Welchen Einfluss hat der Staat nun?

Der Bund ist nun mit 25 Prozent plus einer Aktie an der Commerzbank beteiligt und damit der größte Einzelaktionär. Er hat damit ein Vetorecht bei allen wichtigen Entscheidungen. Zudem sollen zwei Staatssekretäre in den Aufsichtsrat entsandt werden.

Welchen Einfluss wird der Staat auf das Bankgeschäft nehmen?

Der Bund will sich nicht in das Geschäft einmischen. „Es wäre völlig fatal und dumm, wenn eine Regierung in solcher Situation versuchen würde, auf das operative Geschäft Einfluss zu nehmen“, erklärte ein Sprecher des Finanzministeriums. Das sagt der Staat.

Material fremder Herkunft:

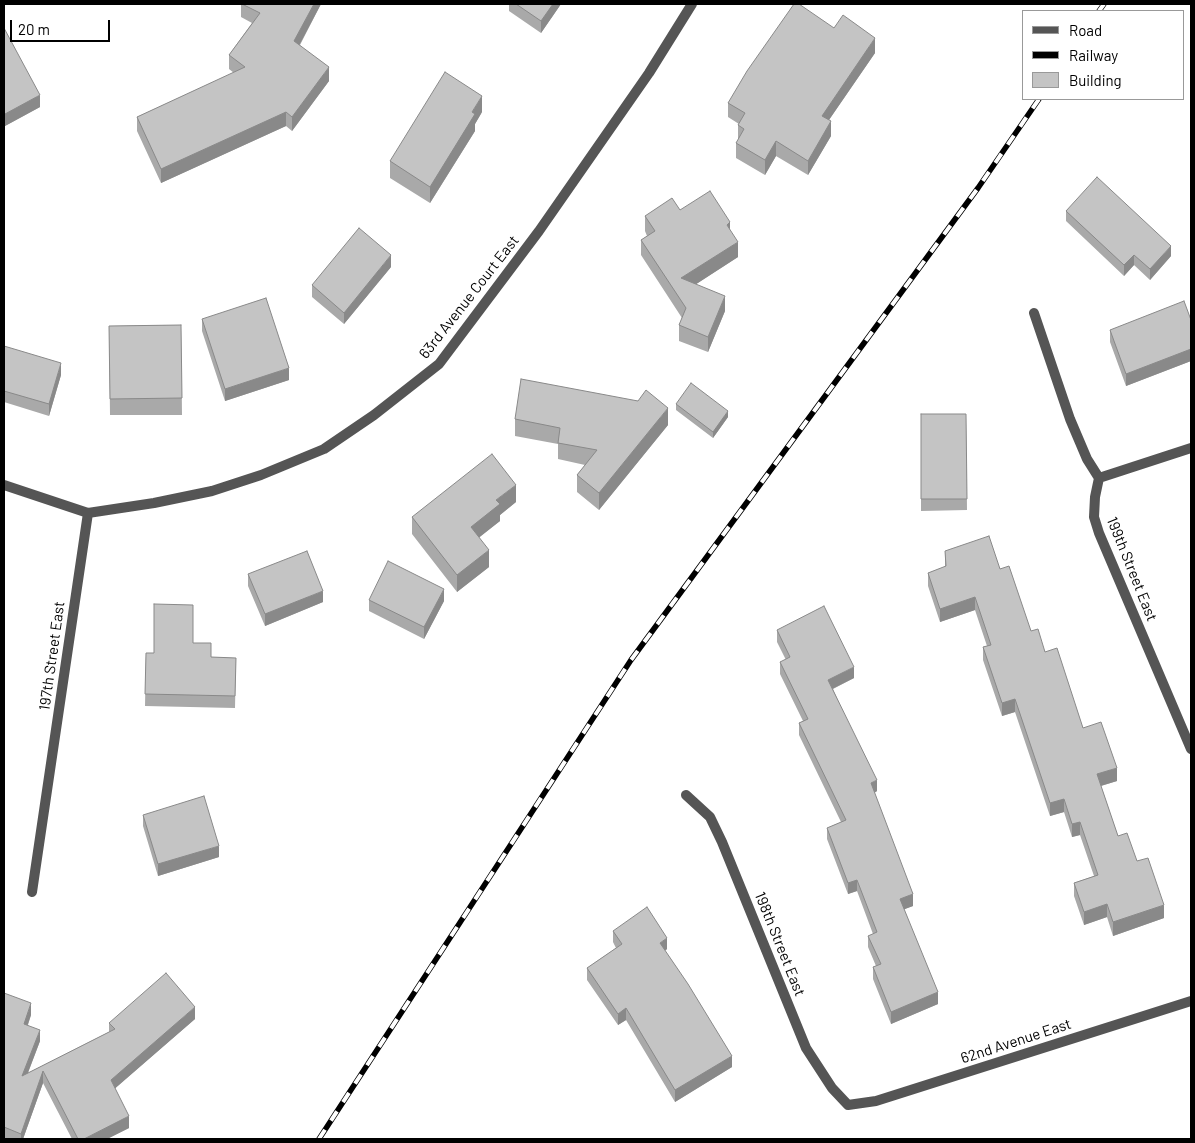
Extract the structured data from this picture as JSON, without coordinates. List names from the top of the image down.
{
  "streets": {
    "street": [
      "63rd Avenue Court East",
      "199th Street East",
      "197th Street East",
      "198th Street East",
      "62nd Avenue East"
    ]
  },
  "crossings": [
    ["63rd Avenue Court East", "197th Street East"],
    ["198th Street East", "62nd Avenue East"]
  ],
  "legend": ["Road", "Railway", "Building"],
  "scale_bar": "20 m"
}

Die privaten Investoren sehen das aber anders. Sie fürchten sehr wohl den Einfluss des Staates und auch innerhalb der Commerzbank heißt es, dass der Staat die Bank künftig auch als industriepolitisches Instrument nutzen werde.

Was kostet die Teilverstaatlichung?

Die staatlichen Hilfen werden um zehn Milliarden Euro auf dann insgesamt 18,2 Milliarden Euro aufgestockt. Sie liegen damit über der Höchstgrenze von zehn Milliarden Euro, die im Finanzmarktstabilisierungsgesetz eigentlich vorgesehen ist.

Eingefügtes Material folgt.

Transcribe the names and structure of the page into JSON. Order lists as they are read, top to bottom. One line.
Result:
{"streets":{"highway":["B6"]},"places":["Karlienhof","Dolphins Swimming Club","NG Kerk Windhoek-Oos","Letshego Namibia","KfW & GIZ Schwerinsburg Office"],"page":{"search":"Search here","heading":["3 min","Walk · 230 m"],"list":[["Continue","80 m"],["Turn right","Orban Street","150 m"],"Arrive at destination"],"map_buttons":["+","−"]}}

Dabei erhält die Commerzbank vom Sonderfonds Finanzmarktstabilisierung (Soffin) eine stille Einlage in Höhe von 8,2 Milliarden Euro. Außerdem kauft der Soffin 295 Millionen neue Stammaktien im Gesamtwert von 1,8 Milliarden Euro.

Was ändert sich für die Commerzbank?

Mit dem Schritt wird vor allem die Übernahme der Dresdner Bank gesichert. Massive Abschreibungen im vierten Quartal hatten die neue Hilfe erzwungen. Doch Bankchef Martin Blessing bürdet seinem Institut Jahrzehnte währende Lasten auf. Für die stillen Einlagen des Staates muss die Commerzbank neun Prozent Zinsen zahlen.

Kritik und Skepsis bei Investoren

Was bedeutet das für Anleger?

Der staatliche Einstieg geht zulasten der privaten Aktionäre, die in den kommenden Jahren nicht mit Dividenden rechnen dürfen. „Altaktionäre leiden unter einer unschönen Verwässerung ihres Anteils“, kritisiert Manfred Piontke, Mitgründer der Fondsgesellschaft Frankfurt Performance Management.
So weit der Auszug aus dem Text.